Hillary Clinton’s press corps continues to demonstrate how professional reporters ask hard questions of the Democratic presidential candidate — with notes written on an orange rolled on the floor of an airplane.
Via ABC News’s Liz Kreutz (not The Onion), on Tuesday night someone rolled a piece of fruit from the back of Clinton’s plane to the campaign staff section at the front. They requested that she circle one of two answers, much like a middle-school “Do you like me?” letter.
Press rolled orange to HRC asking if she'd rather dine w Trump or Putin. @NickMerrill circled Putin & rolled it back pic.twitter.com/b6160y7NPf
— Liz Kreutz (@ABCLiz) September 6, 2016
BuzzFeed’s Ruby Cramer appears to be the reporter who rolled the literal soft ball. Cramer has previously written a 6,000+-word profile of Clinton painting her as a “love and kindness” candidate. Cramer did not immediately respond to a request to confirm the observation.
The orange/clementine roll down campaign plane just now on @HillaryClinton jet, w/ Q: Dinner w/Trump or Putin? pic.twitter.com/jvw9BWO5Bn
— Michael Mathes (@MichaelMathes) September 6, 2016
we rolled an orange to @HillaryClinton on the plane…who would you rather have dinner w…Trump or Putin? A:Putin pic.twitter.com/8PQNzKxtCH
— Tamara Gitt (@tamaragitt) September 6, 2016
The orange, held by winning bowler @rubycramer pic.twitter.com/Hf2Jqj38Qf
— Francesca Chambers (@fran_chambers) September 6, 2016
Clinton herself did not answer the question written on the orange.
Per @NickMerrill, HRC saw the orange, noted she once dined w Putin, but did not issue an answer either way. (It was Nick who chose Putin)
— Liz Kreutz (@ABCLiz) September 6, 2016
As social media users began to mock the press’s orange roll, veteran reporters objected that the practice has been a campaign-trail tradition for decades.
The orange-rolling thing, and tray surfing, go at least as far back as the 80s. Also, seat number lotto.
— Karen Tumulty (@ktumulty) September 7, 2016
However, the pointlessness of the question reinforces concerns about the press’s non-confrontational approach to covering the Democratic candidate.
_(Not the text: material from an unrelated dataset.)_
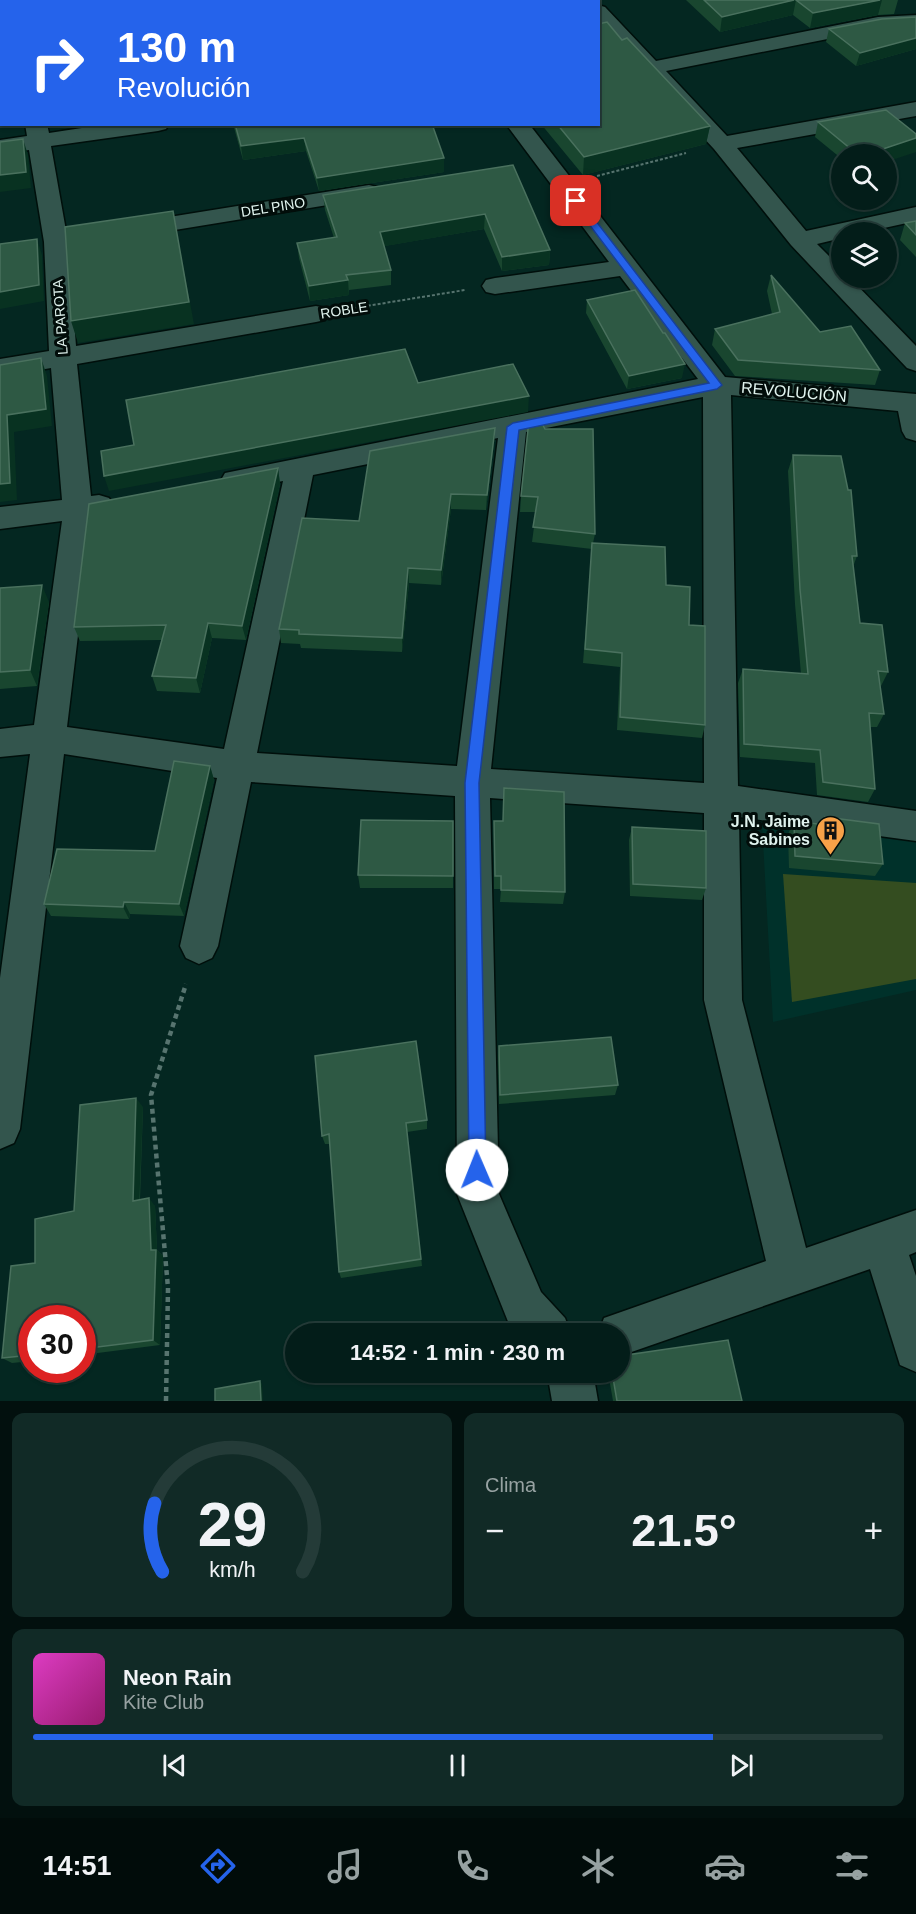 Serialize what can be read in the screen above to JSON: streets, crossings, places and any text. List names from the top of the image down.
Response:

She may soon reach the milestone of 300 days without a formal press conference, and her press corps will not touch controversial topics — like foreign donations to the Clinton Foundation or the just-released FBI notes on her unsecured, homebrew email server from which she conducted all her business as secretary of state.
When Clinton first greeted reporters on her “Stronger Together”-branded Boeing 737, journalists posed “awkward first date”-style questions, as described by CNN anchor Christine Romans. “How was your Labor Day weekend?” they asked the former secretary of state. “Are you ready?” “Do you have a Labor Day message?”
Clinton, for her part, gives reporters very little incentive to ask substantive questions. On Tuesday, she abruptly cut off an informal press gaggle when asked about a CNN/ORC poll which showed Donald Trump in the lead nationally.
In June, Clinton responded to a question about Senator Elizabeth Warren with a bizarre head-wobbling motion, then gave a non-sequitur recommendation of “cold chai” tea.
In August of last year, Fox News reporter Ed Henry asked Clinton whether she “wiped” her email server. After a few dissembling sentences from Clinton, Henry followed up, “You were the official in charge of it. Did you wipe the server?” Clinton quipped, “What, like with a cloth or something?”
Last Friday, the FBI revealed that a Clinton staffer used a data deletion app called “BleachBit” to wipe the server — weeks after the New York Times revealed the private email system, and weeks after Clinton said in a statement: “I want the public to see my email.”